--- How to complete this task ---
Lines from the one containing "Build a gazetteer for the screenshot" through the last line of the data are to be repeated word for word, both ends included.

[Stored data]
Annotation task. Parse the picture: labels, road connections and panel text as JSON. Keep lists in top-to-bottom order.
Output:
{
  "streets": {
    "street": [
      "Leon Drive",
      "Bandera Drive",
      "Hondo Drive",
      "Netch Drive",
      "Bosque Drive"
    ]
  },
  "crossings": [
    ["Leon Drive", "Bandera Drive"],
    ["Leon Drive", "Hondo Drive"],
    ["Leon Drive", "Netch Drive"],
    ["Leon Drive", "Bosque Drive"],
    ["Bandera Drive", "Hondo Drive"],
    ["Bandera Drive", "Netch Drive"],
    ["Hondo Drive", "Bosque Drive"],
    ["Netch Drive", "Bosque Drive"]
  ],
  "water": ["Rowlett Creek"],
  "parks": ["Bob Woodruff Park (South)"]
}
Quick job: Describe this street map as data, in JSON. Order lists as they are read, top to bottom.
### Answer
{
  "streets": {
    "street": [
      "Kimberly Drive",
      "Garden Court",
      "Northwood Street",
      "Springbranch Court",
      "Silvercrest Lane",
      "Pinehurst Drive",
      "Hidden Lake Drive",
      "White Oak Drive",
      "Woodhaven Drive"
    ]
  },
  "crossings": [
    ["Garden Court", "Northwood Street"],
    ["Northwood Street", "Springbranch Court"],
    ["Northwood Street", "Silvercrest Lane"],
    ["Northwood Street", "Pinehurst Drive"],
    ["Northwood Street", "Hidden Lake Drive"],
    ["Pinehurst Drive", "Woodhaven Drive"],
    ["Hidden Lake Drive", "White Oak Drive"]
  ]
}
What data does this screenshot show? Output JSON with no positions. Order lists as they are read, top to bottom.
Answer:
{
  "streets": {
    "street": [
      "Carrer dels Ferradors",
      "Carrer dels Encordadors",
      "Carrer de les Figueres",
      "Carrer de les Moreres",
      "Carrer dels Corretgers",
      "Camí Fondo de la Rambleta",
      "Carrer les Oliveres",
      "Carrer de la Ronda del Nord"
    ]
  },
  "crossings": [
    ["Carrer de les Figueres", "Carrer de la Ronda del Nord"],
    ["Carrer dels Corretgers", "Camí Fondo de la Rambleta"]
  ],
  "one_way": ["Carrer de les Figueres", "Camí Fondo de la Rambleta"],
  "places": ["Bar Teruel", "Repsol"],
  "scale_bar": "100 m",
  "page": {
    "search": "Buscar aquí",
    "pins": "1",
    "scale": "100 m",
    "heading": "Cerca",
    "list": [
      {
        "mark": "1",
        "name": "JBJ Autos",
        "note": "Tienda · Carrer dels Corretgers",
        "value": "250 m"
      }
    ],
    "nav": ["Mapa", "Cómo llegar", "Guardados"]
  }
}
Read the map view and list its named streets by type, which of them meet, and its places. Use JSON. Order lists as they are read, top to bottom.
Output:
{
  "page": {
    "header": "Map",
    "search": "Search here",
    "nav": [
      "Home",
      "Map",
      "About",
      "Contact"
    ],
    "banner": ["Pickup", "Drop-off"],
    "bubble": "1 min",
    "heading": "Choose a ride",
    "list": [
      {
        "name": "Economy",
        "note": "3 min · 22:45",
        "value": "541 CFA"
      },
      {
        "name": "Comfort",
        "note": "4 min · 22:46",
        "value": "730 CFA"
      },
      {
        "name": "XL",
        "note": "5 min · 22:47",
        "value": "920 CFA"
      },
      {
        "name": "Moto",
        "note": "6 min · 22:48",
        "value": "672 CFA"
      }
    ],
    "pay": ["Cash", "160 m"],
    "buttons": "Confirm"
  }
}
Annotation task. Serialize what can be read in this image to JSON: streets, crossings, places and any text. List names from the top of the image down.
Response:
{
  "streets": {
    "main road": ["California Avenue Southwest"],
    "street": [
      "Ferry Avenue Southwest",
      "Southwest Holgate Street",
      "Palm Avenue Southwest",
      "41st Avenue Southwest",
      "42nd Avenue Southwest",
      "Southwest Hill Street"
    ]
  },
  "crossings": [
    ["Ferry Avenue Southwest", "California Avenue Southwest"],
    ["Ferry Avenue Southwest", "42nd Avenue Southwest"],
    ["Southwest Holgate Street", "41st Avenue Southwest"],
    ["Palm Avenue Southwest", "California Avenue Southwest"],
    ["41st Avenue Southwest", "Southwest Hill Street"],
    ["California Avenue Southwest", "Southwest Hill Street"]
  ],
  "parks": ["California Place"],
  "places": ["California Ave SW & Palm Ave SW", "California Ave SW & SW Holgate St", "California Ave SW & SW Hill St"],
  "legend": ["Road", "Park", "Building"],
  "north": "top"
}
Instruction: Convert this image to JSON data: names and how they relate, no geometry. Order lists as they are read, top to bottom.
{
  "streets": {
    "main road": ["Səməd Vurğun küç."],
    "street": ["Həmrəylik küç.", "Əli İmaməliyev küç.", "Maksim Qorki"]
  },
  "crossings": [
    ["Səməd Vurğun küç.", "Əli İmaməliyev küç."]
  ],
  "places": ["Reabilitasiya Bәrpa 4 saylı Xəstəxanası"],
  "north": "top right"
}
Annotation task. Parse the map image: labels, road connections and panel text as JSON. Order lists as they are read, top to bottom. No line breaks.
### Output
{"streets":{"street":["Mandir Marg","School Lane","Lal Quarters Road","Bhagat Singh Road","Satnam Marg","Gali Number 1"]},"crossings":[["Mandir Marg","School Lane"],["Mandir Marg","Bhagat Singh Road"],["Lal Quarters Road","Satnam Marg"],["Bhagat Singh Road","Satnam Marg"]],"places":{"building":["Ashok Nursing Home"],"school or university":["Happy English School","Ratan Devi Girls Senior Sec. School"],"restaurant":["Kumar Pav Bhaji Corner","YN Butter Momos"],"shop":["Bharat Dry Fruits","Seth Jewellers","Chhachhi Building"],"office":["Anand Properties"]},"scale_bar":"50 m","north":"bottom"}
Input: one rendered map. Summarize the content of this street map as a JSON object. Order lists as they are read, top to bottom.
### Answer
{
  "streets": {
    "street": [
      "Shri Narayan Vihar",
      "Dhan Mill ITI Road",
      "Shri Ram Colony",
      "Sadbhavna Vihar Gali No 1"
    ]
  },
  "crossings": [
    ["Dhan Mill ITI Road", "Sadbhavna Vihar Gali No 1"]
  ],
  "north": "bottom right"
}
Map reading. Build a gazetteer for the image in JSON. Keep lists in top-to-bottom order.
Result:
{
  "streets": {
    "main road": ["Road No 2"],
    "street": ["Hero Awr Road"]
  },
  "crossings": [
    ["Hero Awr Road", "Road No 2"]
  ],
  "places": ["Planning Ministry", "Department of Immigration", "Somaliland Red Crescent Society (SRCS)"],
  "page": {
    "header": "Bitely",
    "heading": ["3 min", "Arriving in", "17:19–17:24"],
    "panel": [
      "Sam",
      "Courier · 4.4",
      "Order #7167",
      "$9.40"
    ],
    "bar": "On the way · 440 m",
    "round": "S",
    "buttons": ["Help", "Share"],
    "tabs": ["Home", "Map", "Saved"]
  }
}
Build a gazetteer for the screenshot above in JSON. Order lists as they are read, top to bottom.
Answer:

--- Response ---
Build a gazetteer for the screenshot above in JSON. Order lists as they are read, top to bottom.
Answer:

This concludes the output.